----- DATA SECTION
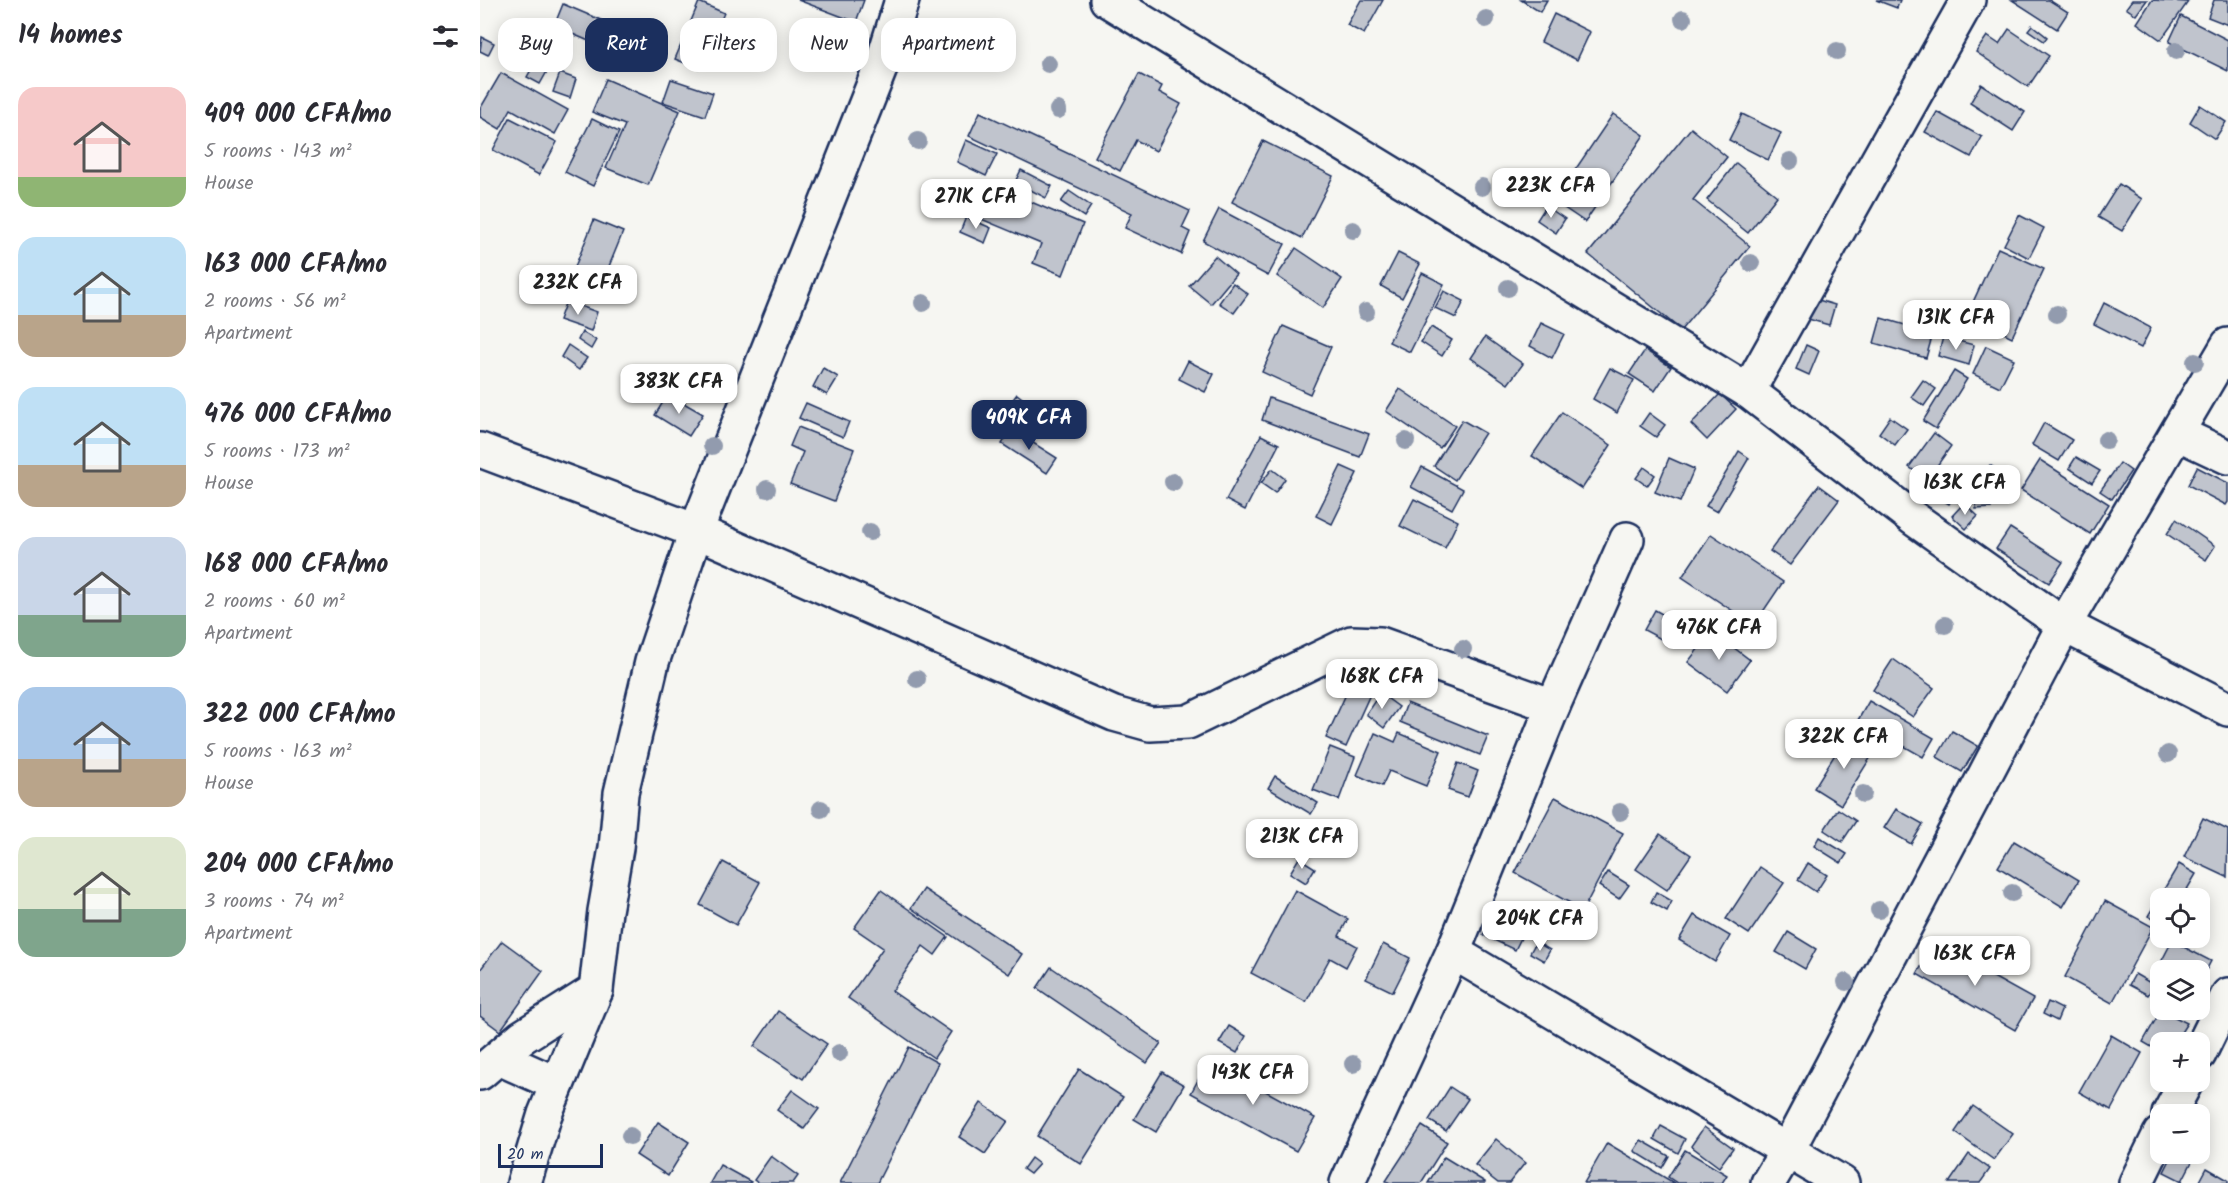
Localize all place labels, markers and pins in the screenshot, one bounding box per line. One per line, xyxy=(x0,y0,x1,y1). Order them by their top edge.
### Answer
pin: 223K CFA xyxy=(1489,168,1613,219)
pin: 271K CFA xyxy=(914,179,1038,230)
pin: 232K CFA xyxy=(516,265,640,316)
pin: 131K CFA xyxy=(1894,300,2018,351)
pin: 383K CFA xyxy=(617,364,741,415)
pin: 409K CFA xyxy=(967,400,1091,451)
pin: 163K CFA xyxy=(1903,465,2027,516)
pin: 476K CFA xyxy=(1657,610,1781,661)
pin: 168K CFA xyxy=(1320,659,1444,710)
pin: 322K CFA xyxy=(1782,719,1906,770)
pin: 213K CFA xyxy=(1240,819,1364,870)
pin: 204K CFA xyxy=(1478,901,1602,952)
pin: 163K CFA xyxy=(1913,936,2037,987)
pin: 143K CFA xyxy=(1191,1055,1315,1106)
----------
■ **WORK TO BE COMPLETED**:
The expected output is every entry above, retyped exactly, with the pictures removed.

■ **ANSWER BOX**:
Localize all place labels, markers and pins in the screenshot, one bounding box per line. One per line, xyxy=(x0,y0,x1,y1). Order them by their top edge.
### Answer
pin: 223K CFA xyxy=(1489,168,1613,219)
pin: 271K CFA xyxy=(914,179,1038,230)
pin: 232K CFA xyxy=(516,265,640,316)
pin: 131K CFA xyxy=(1894,300,2018,351)
pin: 383K CFA xyxy=(617,364,741,415)
pin: 409K CFA xyxy=(967,400,1091,451)
pin: 163K CFA xyxy=(1903,465,2027,516)
pin: 476K CFA xyxy=(1657,610,1781,661)
pin: 168K CFA xyxy=(1320,659,1444,710)
pin: 322K CFA xyxy=(1782,719,1906,770)
pin: 213K CFA xyxy=(1240,819,1364,870)
pin: 204K CFA xyxy=(1478,901,1602,952)
pin: 163K CFA xyxy=(1913,936,2037,987)
pin: 143K CFA xyxy=(1191,1055,1315,1106)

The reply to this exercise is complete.